Neste acompanhamento, as mães foram entrevistadas e tomaram-se o peso e o comprimento das crianças. Os entrevistadores (estudantes e profissionais das áreas de Nutrição, Enfermagem e Medicina) utilizaram balança portátil, modelo CMS, tipo Salter, com capacidade de 25 kg e precisão de 100 g, aferida semanalmente com pesos-padrão; o comprimento foi medido na posição supina com infantômetro portátil, modelo AHRTAG, com precisão de 1 mm. Dez por cento das entrevistas foram repetidas pelo supervisor, utilizando uma versão reduzida do questionário.

A avaliação antropométrica foi realizada utilizando-se os indicadores comprimento para idade, peso para idade e peso para comprimento. Para identificar crianças com déficit, utilizaram-se como ponto de corte dois desvios-padrão abaixo da mediana da referência norte-americana do National Center for Health Statistics (NCHS, 1977). Para determinar obesidade, o ponto de corte foi igual a dois desvios-padrão acima da mediana de peso para comprimento. O ganho de peso no primeiro ano foi calculado através da diferença entre o peso aos 12 meses de idade e ao nascer.

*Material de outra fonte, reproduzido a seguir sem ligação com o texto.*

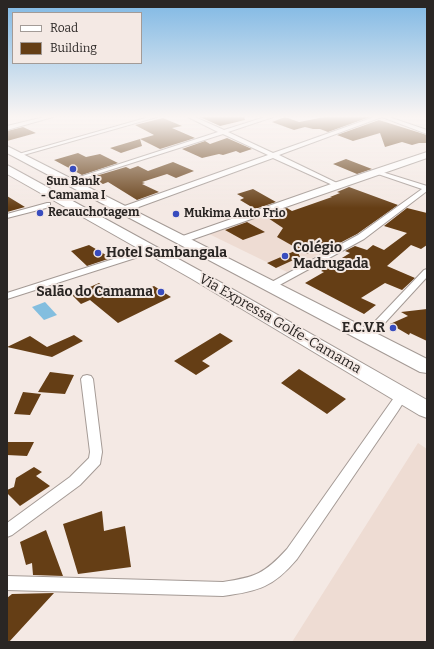 <!DOCTYPE html>
<html>
<head>
<meta charset="utf-8">
<style>
  body { margin:0 }
  #map { position:relative; width:434px; height:649px; overflow:hidden; background:#f4e9e4; font-family:Bitter,serif }
  canvas { display:block }
  .frame { position:absolute; inset:0; border:8px solid #2a2624; pointer-events:none }
  .legend { position:absolute; left:12px; top:12px; width:130px; height:52px; box-sizing:border-box; background:#f4e9e4; border:1px solid #a39b97; margin:0; padding:5px 7px; list-style:none; font-size:12px; color:#2a2624 }
  .legend li { display:flex; align-items:center; gap:8px; height:20px }
  .legend b { width:20px; border:1px solid #a39b97 }
</style>
</head>
<body>
<div id="map">
<canvas width="434" height="649"></canvas>
<div class="frame"></div>
<ul class="legend">
<li><b style="height:5px;background:#fff"></b>Road</li>
<li><b style="height:11px;background:#653e15"></b>Building</li>
</ul>
</div>
<script>
const context = document.querySelector('canvas').getContext('2d');
context.lineJoin = 'round';
function paint(path, color) { context.fillStyle = color; context.fill(path, 'evenodd'); }
function trace(path, color, width, dash) { context.strokeStyle = color; context.lineWidth = width; context.lineCap = dash ? 'butt' : 'round'; context.setLineDash(dash || []); context.stroke(path); }
function drawText(font, color, halo, rows, align = 'center') {
  context.font = font + ' Bitter,serif'; context.lineWidth = 4; context.setLineDash([]); context.textBaseline = 'middle'; context.strokeStyle = halo; context.fillStyle = color; for (const [text, x, y, turn = 0] of rows) {
    context.save(); context.translate(x, y); context.rotate((+turn || 0) * Math.PI / 180); context.textAlign = isNaN(turn) ? turn : align; if (halo) context.strokeText(text, 0, 0); context.fillText(text, 0, 0); context.restore();
  }
}
const built = new Path2D(`
  M282,208L345,240L287,272L209,234Z
  M418,443L427,449V642H292Z`);
const water = new Path2D(`
  M45,302L57,315L44,320L32,307Z`);
const building = new Path2D(`
  M200,117H244L245,120L220,126Z
  M285,117L299,122L325,117H370L328,132L320,129H313L305,127L294,130L272,122Z
  M163,118L182,126L172,128L195,138L160,149L140,139L154,135L135,125Z
  M379,120L427,135V143H419L412,145L402,142L385,147L380,133L353,141L337,135Z
  M23,127L36,133L7,141V131Z
  M227,138L252,149L240,153L236,151L223,155L219,154L202,158L182,149L205,141L210,144Z
  M140,139L142,146L121,153L110,148Z
  M78,153L86,157L100,154L118,163L82,175L54,160Z
  M346,159L372,169L357,174L333,164Z
  M173,162L194,171L176,178L167,174L142,182L145,183L142,184L159,192L137,200L108,182L103,184L89,178L126,167L130,169L138,166L148,171Z
  M349,187L398,205L357,234L334,246L329,244L307,254L277,237L283,228L265,216L287,208L292,211L332,197H330L340,193L337,192Z
  M253,189L276,202L255,209L240,200L244,198L237,194Z
  M7,196L25,207L7,212Z
  M407,208L427,213V245L421,249L411,245L387,266L415,278L402,290L385,283L361,298L376,305L364,314L305,283L324,272L321,271L350,253L345,251L355,246L367,250L373,245L384,250L407,233L384,226Z
  M247,222L265,232L243,240L225,230Z
  M89,245L111,258L87,266L71,251Z
  M297,250L300,257L276,268L267,263Z
  M99,283L105,288L112,286L121,293L127,292L131,296L154,286L171,297L118,323L90,300L81,304L72,295Z
  M427,309V341L410,333L409,335L390,324L408,316L401,312Z
  M220,333L233,341L202,361L210,366L196,375L174,361Z
  M74,335L83,341L52,357L7,347L30,336L47,347Z
  M299,369L346,399L327,414L281,383Z
  M50,372L74,375L65,394L38,392Z
  M23,392L41,394L30,415L14,414Z
  M7,442H34L27,456L7,455Z
  M34,467L42,472L36,476L50,486L20,506L7,493V490L14,487L16,478Z
  M102,511L104,531L125,526L131,567L78,574L63,524Z
  M46,530L63,576L33,575L32,563L26,565L20,542Z
  M54,593L9,642H7V598L12,594Z`);
const street = new Path2D(`
  M44,117H53L7,130V126Z
  M149,117H157L20,156L15,155Z
  M188,117H195L224,130L265,117H273L228,132L273,153L374,117H389L427,130V134L382,117L279,155L339,184L340,185L337,187L273,158L125,212H119V208L268,155L223,134L69,183L64,182L218,132Z
  M375,171H379L427,186V191L364,239L274,288H268L266,286L268,284L358,235L422,189L375,173Z
  M47,203H50V207L7,218V214Z
  M151,247L155,250L154,252L7,299V293Z
  M427,269V277L371,338H363L362,336L363,334L424,270Z
  M87,375L91,376L93,379L102,452L100,464L80,485L12,535L7,537V523L70,477L89,458L90,452L81,379L83,376Z
  M402,391L406,392L408,395L398,411L297,559C273,587 259,591 223,596L7,590V576L223,582C256,577 264,574 287,549L398,392Z`);
const secondary = new Path2D(`
  M427,152V158L185,242H177L175,240L177,238L334,183Z`);
const highway = new Path2D(`
  M7,146L427,359V373L420,372L7,153Z
  M7,165L204,273L427,400V418L419,415L192,279L7,174Z`);
const markers = [
  [73,169,4,"#384cbe"],
  [40,213,4,"#384cbe"],
  [176,214,4,"#384cbe"],
  [98,253,4,"#384cbe"],
  [285,256,4,"#384cbe"],
  [161,292,4,"#384cbe"],
  [393,328,4,"#384cbe"]
];
const farPoinames = [
  ["Sun Bank",73,182,"center"],
  ["- Camama I",73,196,"center"],
  ["Recauchotagem",48,213],
  ["Mukima Auto Frio",184,214]
];
const poiNames = [
  ["Colégio",293,248],
  ["Madrugada",293,264],
  ["Hotel Sambangala",106,253],
  ["Salão do Camama",153,292,"right"],
  ["E.C.V.R",385,328,"right"]
];
const streetNames = [
  ["Via Expressa Golfe-Camama",280,324,30]
];
paint(built, '#eedcd3');
paint(water, '#83bedf');
paint(building, '#653e15');
trace(street, '#a49a95', 2);
trace(secondary, '#a49a95', 2);
trace(highway, '#a49a95', 2);
paint(street, '#fff');
paint(secondary, '#fff');
paint(highway, '#fff');
const sky = context.createLinearGradient(0, 0, 0, 208);
sky.addColorStop(0, '#7fb8e4');
sky.addColorStop(0.56, '#faf5f3');
sky.addColorStop(1, '#faf5f300');
context.fillStyle = sky;
context.fillRect(0, 0, 434, 208);
for (const [x, y, r, color] of markers) { const dot = new Path2D(); dot.arc(x, y, r, 0, 2 * Math.PI); context.fillStyle = color; context.fill(dot); trace(dot, '#f4e9e4', 1.5); }
drawText('bold 12px', '#2a2624', '#f4e9e4', farPoinames, 'left');
drawText('bold 14px', '#2a2624', '#f4e9e4', poiNames, 'left');
drawText('14px', '#2a2624', '#f4e9e4', streetNames);
</script>
</body>
</html>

Os testes estatísticos utilizados (Qui-Quadrado para heterogeneidade e para tendência linear) indicam a probabilidade de que as diferenças encontradas entre as categorias das variáveis independentes, em 1982 ou em 1993, sejam devidas ao acaso. Quando a variável ordinal possuía mais de duas categorias, os valores representavam a significância da tendência linear nas proporções.

 

 

Resultados

 

Em 1982, foi possível localizar 82,3% da amostra de 1.820 crianças, com a idade média de 11,2 meses (desvio-padrão 1,3 meses). Em 1993 as perdas foram reduzidas a 6,6%, sendo a idade média das crianças 12,2 meses (desvio-padrão 0,5 meses). Uma vez que os escores-z já levam em conta a idade das crianças, as eventuais diferenças entre as idades médias e os desvios-padrão não devem afetar as comparações no que se refere ao estado nutricional.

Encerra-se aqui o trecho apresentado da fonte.